A shareholder in Northbrook-based Nanosphere Inc., a company specializing in high-tech single-sample tests to detect a range of infectious diseases and other health problems, has challenged a merger deal the nanotech company reached a month ago with Texas-based competitor Luminex, saying the deal was not the best Nanosphere’s leaders could have made for its shareholders.
On June 8, Nanosphere shareholder Brahim Zafraoui filed his class action in Cook County Circuit Court against Nanosphere, its president and CEO Michael McGarrity and others in leadership at the north suburban company.
Zafraoui is represented in the action by attorney Jeffrey M. Salas, of the Chicago firm of Salas Wang LLC, and attorney Shane T. Rowley, of Levi & Korsinsky, a New York firm which advertises a focus on litigation involving securities fraud and mergers & acquisitions.
The June 8 filing centered on a deal announced in May between Nanosphere and Luminex, under which the larger biological test maker Luminex would acquire the 18-year-old Nanosphere for $58 million. According to information published at the time of the deal announcement, Luminex logged $238 million in annual sales, compared to just about $21 million for Nanosphere.
In recent years, Nanosphere’s revenues have increased annually, and were projected to rise as high as $30 million in 2016, according to financial documents cited in the class action complaint. Nanosphere’s growth has been driven largely by its so-called Verigene system, a lab test which allows health care professionals to detect a range of infectious diseases, including Norovirus, from a single patient blood sample. According to the complaint, citing an article published in the Chicago Tribune, the Verigene test has given Nanosphere a “clear advantage” and “has allowed Nanosphere to market its products to such hospital systems as the University of Illinois at Chicago Hospital, Lurie Children’s Hospital, NorthShore University HealthSystem, Evanston Hospital and Northwest Community Hospital.”
The complaint said “despite (Nanosphere’s) poise for future success,” Nanosphere’s leadership has pursued a merger deal with Luminex Zafraoui characterized as “inadequate,” potentially depriving him and other shareholders of greater profits from the sale of the company.
Under the deal announced May 16, Luminex agreed to help Nanosphere retire $25 million in debt, and offered shareholders a price of $1.35 per share, which the companies claimed was a 57 percent premium over Nanosphere’s share price at the time the deal was announced. The company later raised the per share offer to $1.70, after other unsolicited bidders purportedly inserted themselves into the negotiations.
However, Zafraoui has alleged Nanosphere’s corporate leaders did not properly “maximize shareholder value.”
Zafraoui specifically alleged Nanosphere’s stock should have been valued more highly by Nanosphere’s leaders, saying the company could have received a higher price from other potential suitors.
The class action argued corporate disclosures reveal a “sales process … tilted in favor of Luminex with the (Nanosphere) Board going out of its way to ignore or respond to competing bids at inopportune times.”
“Notably, (Nanosphere’s leadership) were somehow able to come to the conclusion that the initial $1.35 per share in cash Merger Consideration was ‘fair, from a financial point of view’ to Company stockholders, despite the fact that two days previously a third party had offered $1.65 per share in cash for the Company (Nanosphere,)” the complaint said.
Zafraoui alleged disclosures issued by the company lacked a number of details he claimed would have been beneficial to Nanosphere shareholders, and would have helped him and others like him “make an informed decision” on the merger and acquisition deal.
The class action asks the court to block the transaction, and order Nanosphere and its officers and directors to “account … for all damages caused by them and account for all profits and any special benefits obtained as a result of their breaches of their fiduciary duties.” The complaint also requested attorney fees and other unspecified damages.
Levi & Korsinsky is among a group of attorneys involved in similar actions challenging other mergers and acquisitions locally, including a recently settled shareholder challenge to the merger of retail pharmacy giants Walgreens and Alliance Boots.
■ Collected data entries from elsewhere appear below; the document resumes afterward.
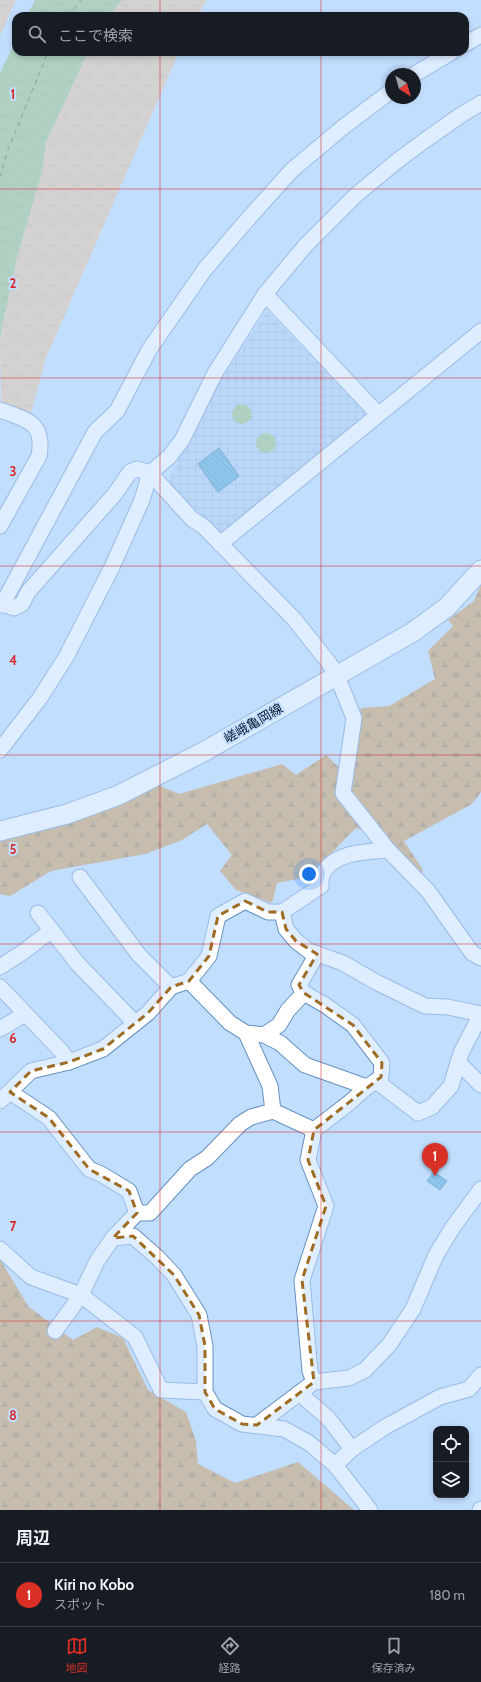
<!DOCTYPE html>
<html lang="ja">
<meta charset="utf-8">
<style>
:root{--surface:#171b24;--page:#20242c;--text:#f1f3f6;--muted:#9ea1a6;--line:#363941;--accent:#d93025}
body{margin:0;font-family:Cabin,"Noto Sans JP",sans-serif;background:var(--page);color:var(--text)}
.controls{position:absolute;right:12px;bottom:12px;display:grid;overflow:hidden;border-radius:8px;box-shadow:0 2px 6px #0003}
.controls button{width:36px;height:36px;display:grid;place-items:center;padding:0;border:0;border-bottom:1px solid var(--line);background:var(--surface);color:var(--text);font:20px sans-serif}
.compass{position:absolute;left:385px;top:68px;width:36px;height:36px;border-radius:50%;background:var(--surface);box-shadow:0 2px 6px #0003;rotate:143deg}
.you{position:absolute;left:309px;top:874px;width:14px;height:14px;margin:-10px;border:3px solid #fff;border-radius:50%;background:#1a73e8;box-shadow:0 0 0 6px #1a73e833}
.badge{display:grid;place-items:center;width:26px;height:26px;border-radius:50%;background:var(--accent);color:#fff;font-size:13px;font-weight:700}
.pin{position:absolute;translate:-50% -33px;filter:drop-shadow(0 1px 2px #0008)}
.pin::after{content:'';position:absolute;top:21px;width:14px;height:12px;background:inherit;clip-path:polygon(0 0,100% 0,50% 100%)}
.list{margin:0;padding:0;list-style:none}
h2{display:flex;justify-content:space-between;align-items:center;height:52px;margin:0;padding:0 16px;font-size:17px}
h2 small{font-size:13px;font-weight:400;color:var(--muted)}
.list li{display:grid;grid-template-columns:26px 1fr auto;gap:12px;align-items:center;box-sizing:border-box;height:64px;padding:0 16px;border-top:1px solid var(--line)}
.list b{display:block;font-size:15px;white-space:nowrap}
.list p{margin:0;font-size:13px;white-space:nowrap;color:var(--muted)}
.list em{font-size:13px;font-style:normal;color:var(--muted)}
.icon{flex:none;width:22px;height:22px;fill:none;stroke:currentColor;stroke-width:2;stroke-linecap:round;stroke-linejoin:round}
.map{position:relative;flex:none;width:481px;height:1510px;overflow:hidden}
.search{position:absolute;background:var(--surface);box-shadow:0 2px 6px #0003;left:12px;right:12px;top:12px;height:44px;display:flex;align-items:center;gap:10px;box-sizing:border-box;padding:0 14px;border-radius:12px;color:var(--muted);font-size:15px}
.sheet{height:116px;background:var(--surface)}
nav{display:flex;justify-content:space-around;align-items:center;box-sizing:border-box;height:56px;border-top:1px solid var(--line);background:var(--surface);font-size:11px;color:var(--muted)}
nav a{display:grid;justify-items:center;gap:2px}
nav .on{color:var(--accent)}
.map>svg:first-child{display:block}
</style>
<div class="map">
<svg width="481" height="1510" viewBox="0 0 481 1510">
<defs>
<pattern id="industrial-grid" width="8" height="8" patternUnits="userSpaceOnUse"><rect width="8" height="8" fill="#b1cff3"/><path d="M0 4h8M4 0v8" fill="none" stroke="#97b1d1"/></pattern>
<pattern id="grass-tufts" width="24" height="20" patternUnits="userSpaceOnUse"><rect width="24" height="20" fill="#e7c49a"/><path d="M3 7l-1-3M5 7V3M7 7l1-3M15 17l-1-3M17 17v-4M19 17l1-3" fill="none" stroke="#c5a885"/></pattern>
<pattern id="forest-firs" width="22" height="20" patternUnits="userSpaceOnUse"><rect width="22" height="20" fill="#c9944f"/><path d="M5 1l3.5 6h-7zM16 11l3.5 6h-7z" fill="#a17842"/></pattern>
<pattern id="water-ripples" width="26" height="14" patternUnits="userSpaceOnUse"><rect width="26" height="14" fill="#99c179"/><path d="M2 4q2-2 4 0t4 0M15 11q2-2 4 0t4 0" fill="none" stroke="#82a569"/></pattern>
<pattern id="building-back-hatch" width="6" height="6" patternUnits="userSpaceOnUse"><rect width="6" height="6" fill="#4ca8d4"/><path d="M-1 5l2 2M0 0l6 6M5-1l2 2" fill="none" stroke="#3d88ac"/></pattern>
</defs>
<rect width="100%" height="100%" fill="#c2deff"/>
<!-- industrial -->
<polygon fill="url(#industrial-grid)" points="267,311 364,411 367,418 223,536 167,482 221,379"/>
<!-- grass -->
<g fill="url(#grass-tufts)">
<polygon points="0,0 16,0 0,36"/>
<polygon points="122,0 207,0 198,16 109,16"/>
<polygon points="88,52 179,52 46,358 31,413 1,404 0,337 17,257 42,172 46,142"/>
</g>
<!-- forest -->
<g fill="url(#forest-firs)">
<polygon points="481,585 481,792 472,804 404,841 423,870 418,876 385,838 356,828 308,877 277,883 272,903 236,890 220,871 232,855 207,824 182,840 145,854 51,871 10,896 0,894 0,838 158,785 179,794 282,764 296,775 326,755 349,777 361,708 389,706 435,679 428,651 453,626 448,620 474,601"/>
<polygon points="0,1259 28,1306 73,1340 97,1327 123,1338 148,1390 186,1412 196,1441 198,1464 235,1483 298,1462 354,1510 0,1510"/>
</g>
<!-- water -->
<g fill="url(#water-ripples)">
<polygon points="35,0 122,0 109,16 27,16"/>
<polygon points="16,40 16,52 88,52 46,142 42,172 17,257 0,337 0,73"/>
<circle cx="242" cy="414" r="10"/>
<circle cx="266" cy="443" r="10"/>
</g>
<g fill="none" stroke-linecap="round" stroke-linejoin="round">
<!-- ferry -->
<g stroke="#3e6217" stroke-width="1" stroke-dasharray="5 4" stroke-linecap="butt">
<polyline points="68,16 81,0"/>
<polyline points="0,177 8,150 48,52"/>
</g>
</g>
<!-- building -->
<g fill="url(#building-back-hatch)" stroke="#2a7597">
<polygon points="219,448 239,476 218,492 198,464"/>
<polygon points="434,1172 447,1181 440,1190 427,1181"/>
</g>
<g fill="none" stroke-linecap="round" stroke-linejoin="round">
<defs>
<g id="minor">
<polyline points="465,44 481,35"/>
<polyline points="415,74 452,52"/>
<polyline points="265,294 378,414"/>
<path d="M0,410C27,420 45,422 39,456L0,526"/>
<polyline points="220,544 481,331"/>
<polyline points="0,603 14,608 22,604 28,592 114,495 130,472 137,469 150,473 192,519 204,527 294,619 329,663 337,676 354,718 343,793 388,850"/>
<polyline points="2,605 95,432 117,411 149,350 205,269 248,219 292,170 342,128 391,91"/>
<polyline points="0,750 40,698 66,657 112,567 142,500 150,473 169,457 182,440 215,373 265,294 305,246 356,195 397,161 424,141 461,115 481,103"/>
<polyline points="80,877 139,955 171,987"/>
<polyline points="282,912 286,929 296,941 309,951 343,963 376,982 425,1006 448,1007 481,1014"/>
<polyline points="38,913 78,964 135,1023"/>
<polyline points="317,954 299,985 304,993 325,1005 353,1025 382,1063 381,1077 376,1081"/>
<polyline points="0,967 23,952 52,930"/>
<polyline points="189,981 230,1023 246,1033 264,1035 280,1043 305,1065 367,1087"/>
<polyline points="0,987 62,1052 69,1062"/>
<polyline points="0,1029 25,1014"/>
<polyline points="246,1033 270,1086 273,1111"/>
<polyline points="264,1035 279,1025 288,1010 304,993"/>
<polyline points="458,1062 481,1085"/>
<polyline points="10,1092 49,1118 89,1169 101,1174 129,1191 137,1213 113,1238"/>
<path d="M0,1101L31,1071L69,1062L103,1049L148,1013L171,987L189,981L209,956L218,916L245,901L268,912H282L321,886C321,882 322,874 324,871C338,851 367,852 388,850L428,891L472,953L481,958"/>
<polyline points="137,1213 150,1213 190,1169 207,1158 240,1124 251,1117 273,1111 314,1130"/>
<polyline points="0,1249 31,1277 81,1295 135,1337 161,1390 205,1392"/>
<polyline points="55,1331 81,1295 97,1261 113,1238 133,1236 158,1258 174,1275 199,1315 205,1346 205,1392 215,1409 242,1424 284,1429 309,1443 335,1465 370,1510"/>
<polyline points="314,1382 310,1371 302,1280 326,1206 308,1160 314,1130 349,1103 367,1087 376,1081 418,1113 432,1107 451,1086 461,1053 481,1014"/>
<polyline points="299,1393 328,1418 352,1449"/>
<polyline points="257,1425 314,1382 349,1378 365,1370 389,1345 413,1309 436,1255 453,1227 481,1189"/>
<polyline points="335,1465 352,1449 385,1427 440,1397 469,1389 481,1375"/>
<polyline points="480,1510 481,1509"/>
</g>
<polyline id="major" points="0,831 67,814 119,795 205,751 413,632 447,607 481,570"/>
</defs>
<!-- minor casing -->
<use href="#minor" stroke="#6491c3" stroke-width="17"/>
<!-- major casing -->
<use href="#major" stroke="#6491c3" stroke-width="21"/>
<!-- minor -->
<use href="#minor" stroke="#fff" stroke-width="15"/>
<!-- major -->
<use href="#major" stroke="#fff" stroke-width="19"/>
</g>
<!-- marked area -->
<path d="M0 0H481V1510H0ZM245,901L268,912H282L286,929L296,941L317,954L299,985L304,993L353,1025L382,1063L381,1077L314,1130L308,1160L326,1206L302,1280L314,1382L257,1425L242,1424L215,1409L205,1392V1346L199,1315L174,1275L133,1236L113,1238L137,1213L129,1191L89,1169L49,1118L10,1092L31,1071L69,1062L103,1049L148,1013L171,987L189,981L209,956L218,916Z" fill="#c2deff" fill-opacity=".55" fill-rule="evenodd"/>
<path fill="none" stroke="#9e6c22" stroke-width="3" stroke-dasharray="8 5" stroke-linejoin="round" d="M245,901L268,912H282L286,929L296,941L317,954L299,985L304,993L353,1025L382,1063L381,1077L314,1130L308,1160L326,1206L302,1280L314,1382L257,1425L242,1424L215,1409L205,1392V1346L199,1315L174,1275L133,1236L113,1238L137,1213L129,1191L89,1169L49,1118L10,1092L31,1071L69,1062L103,1049L148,1013L171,987L189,981L209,956L218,916Z"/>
<!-- grid -->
<path fill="none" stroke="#d62828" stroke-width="1" stroke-opacity="0.55" d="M160,0V16M321,0V16M160,52V1510M321,52V1510M0,189H481M0,378H481M0,566H481M0,755H481M0,944H481M0,1132H481M0,1321H481"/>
<g text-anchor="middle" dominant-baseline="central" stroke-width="4" stroke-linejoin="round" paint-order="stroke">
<!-- street labels -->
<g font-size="13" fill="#081a2d" stroke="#c2deff">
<text transform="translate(253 723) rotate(-30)">嵯峨亀岡線</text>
</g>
</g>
<g font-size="13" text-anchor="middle" font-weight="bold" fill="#d62828" stroke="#c2deff" stroke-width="4" stroke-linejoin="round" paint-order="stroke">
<text x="13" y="99">1</text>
<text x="13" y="288">2</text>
<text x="13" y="476">3</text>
<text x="13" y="665">4</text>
<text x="13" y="854">5</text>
<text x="13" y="1043">6</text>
<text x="13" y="1231">7</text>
<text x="13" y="1420">8</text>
</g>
</svg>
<div class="controls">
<button><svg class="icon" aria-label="locate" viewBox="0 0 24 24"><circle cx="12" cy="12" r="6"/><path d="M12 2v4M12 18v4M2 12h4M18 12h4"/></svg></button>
<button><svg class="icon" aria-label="layers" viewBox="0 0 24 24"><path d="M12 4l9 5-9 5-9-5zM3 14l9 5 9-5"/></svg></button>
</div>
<svg class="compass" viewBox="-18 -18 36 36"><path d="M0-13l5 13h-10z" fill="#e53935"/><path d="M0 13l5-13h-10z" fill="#9ea1a6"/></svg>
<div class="you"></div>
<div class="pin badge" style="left:435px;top:1176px">1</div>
<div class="search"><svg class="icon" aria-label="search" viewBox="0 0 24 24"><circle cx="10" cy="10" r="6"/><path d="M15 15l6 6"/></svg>ここで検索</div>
</div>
<section class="sheet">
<h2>周辺<small></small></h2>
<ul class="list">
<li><span class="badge">1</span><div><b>Kiri no Kobo</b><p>スポット</p></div><em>180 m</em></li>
</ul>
</section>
<nav>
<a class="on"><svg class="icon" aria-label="map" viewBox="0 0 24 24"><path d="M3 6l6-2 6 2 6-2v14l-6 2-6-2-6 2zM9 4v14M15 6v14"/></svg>地図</a>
<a><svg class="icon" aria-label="directions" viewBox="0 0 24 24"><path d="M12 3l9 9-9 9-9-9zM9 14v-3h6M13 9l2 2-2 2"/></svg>経路</a>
<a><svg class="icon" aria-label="saved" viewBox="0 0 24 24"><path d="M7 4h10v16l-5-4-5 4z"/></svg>保存済み</a>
</nav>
The settlement ending that shareholder class action has been challenged by a shareholder and the Competitive Enterprise Institute’s Center for Class Action Fairness, who recently argued the $370,000 awarded in fees to the group of plaintiffs’ attorneys was not proportional to the “trivial” informational disclosures Walgrees solely agreed to provide shareholders to end the legal challenge to the merger.